Some of the most common vulnerabilities that are caused by these attacks are as follows:

Foreshadow
Meltdown
Specter
Pacman
Micro architectural data sampling
SPOILER

In fact, the Intel CPUs targeted speculative execution for these flaws and vulnerabilities.

Speculative Execution Examples

One good and special case of speculative execution is speculative multithreading. Apart from that, the direct mapped cache also allows for a fast and simple speculative execution as well as concurrent processing and Out-of-Order Execution or OoOE are also good examples of a use of speculative execution that helps in predicting and retrieving data that may be required in the near future.

There are different variants of speculative execution followed by the modern processors, which typically is the computation related to earlier concepts. Some of these variants are:

Eager execution

This is a special type of speculative execution in which both ends of a conditional branch are carried out. However, in such cases, it is only the correct results that are committed, provided the predicate is true.

Also known as oracle execution, eager execution, in theory, offers the same performance with unlimited resources as a perfect branch prediction.

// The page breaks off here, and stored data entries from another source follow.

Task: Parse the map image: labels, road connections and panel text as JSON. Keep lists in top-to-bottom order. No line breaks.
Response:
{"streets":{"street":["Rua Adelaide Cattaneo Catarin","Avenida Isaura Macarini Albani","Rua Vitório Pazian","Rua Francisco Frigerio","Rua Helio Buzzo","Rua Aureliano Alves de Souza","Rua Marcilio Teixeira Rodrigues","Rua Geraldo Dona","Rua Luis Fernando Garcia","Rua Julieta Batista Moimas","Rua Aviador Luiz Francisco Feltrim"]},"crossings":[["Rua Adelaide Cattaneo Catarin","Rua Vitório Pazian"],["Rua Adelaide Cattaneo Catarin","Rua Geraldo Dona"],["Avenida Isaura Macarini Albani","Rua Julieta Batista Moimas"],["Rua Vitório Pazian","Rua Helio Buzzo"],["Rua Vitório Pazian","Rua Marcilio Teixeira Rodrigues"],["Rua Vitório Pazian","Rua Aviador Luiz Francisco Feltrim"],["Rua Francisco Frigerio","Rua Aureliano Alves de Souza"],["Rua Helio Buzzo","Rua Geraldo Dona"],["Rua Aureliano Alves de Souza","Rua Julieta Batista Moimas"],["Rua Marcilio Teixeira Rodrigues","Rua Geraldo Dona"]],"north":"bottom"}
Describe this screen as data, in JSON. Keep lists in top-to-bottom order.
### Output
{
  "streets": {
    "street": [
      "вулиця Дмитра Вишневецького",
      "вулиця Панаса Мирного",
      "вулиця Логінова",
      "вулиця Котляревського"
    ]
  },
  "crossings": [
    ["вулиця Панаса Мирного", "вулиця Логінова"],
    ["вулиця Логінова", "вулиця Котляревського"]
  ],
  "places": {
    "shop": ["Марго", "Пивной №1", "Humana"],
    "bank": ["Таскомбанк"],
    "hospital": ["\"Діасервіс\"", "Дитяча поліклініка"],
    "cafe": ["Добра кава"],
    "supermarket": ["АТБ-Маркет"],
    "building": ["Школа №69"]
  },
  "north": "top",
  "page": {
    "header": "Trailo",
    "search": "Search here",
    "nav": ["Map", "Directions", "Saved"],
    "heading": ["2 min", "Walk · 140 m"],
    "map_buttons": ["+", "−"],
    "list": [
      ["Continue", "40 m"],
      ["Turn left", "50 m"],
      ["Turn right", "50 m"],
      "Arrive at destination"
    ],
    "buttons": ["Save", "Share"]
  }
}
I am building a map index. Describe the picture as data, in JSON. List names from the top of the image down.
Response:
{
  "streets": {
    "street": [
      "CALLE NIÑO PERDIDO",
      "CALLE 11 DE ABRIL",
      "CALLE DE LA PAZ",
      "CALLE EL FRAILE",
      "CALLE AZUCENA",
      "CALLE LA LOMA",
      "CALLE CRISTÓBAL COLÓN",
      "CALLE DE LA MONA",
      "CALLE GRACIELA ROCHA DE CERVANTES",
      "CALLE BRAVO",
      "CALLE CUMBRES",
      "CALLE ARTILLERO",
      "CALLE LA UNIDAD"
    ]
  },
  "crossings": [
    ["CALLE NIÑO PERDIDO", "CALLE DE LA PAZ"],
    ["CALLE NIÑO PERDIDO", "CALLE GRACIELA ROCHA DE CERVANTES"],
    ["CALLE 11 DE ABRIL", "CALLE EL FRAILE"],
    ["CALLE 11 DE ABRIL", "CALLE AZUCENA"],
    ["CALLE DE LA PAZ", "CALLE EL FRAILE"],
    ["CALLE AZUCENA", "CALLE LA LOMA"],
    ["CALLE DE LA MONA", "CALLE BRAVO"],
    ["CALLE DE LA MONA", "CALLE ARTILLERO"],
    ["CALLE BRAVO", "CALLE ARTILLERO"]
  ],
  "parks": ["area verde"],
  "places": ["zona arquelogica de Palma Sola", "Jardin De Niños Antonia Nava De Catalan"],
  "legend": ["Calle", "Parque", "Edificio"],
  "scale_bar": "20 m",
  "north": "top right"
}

On the other hand, if the resources are limited, this method is to be employed with extreme caution because the number of resources that may be required will grow exponentially with every level of branch executed in this mode.

Predictive execution

This is another kind of speculative execution technique in which some of the results are predicted. The execution continues according to and along with the path predicted until the actual result is identified.

If the prediction is made correctly, the execution prediction is permitted to commit. However, if the prediction is incorrect, the execution needs to be unrolled and done all over again.

Some of the common types of predictive execution include the following:

Branch prediction
Memory dependence prediction

There is also a general form of predictive execution called value prediction.

There are some related concepts as well with reference to the speculative execution technique, which is called lazy execution or evaluation.

This technique is, however, the reverse of eager execution. This is because in this specific process, there is no speculation involved and it is too complicated.

What is the Use of Speculative Execution?

The main purpose of speculative execution is to avoid any situation where there could be a delay in the process after it is known that a particular type of task is necessary.

Ideally, speculative execution is used to speed up the performance because certain tasks will already have been completed ahead of time and will be used as and when needed.

Another significant objective of using this process is to allow for and make the best use of concurrency when and if additional resources are available.

The modern pipelined microprocessors use this processing technique also to lower the cost of conditional branch instructions.

This is typically done by using the schemes that guess the path of execution of a program considering the history of the earlier branch executions.

How is Speculative Execution Implemented?

Typically, in most speculative executions the control flow of a program is involved. This means that the program or the processor does not have to wait for all of the branch instructions to be resolved in order to determine the specific operations that are required to be executed.

The control flow helps them predict the subsequent instructions.

The techniques use two specific methods to implement them. These are:

Concurrent processing by using a branch predictor
Out-of-Order Execution

The implementation of the branch prediction process helps in several ways. For example:

This helps to presume the instructions that may be used in the future.
It also helps in data flow analysis which further helps in arranging the instructions for their execution in the optimal way instead of their order of appearance in the memory.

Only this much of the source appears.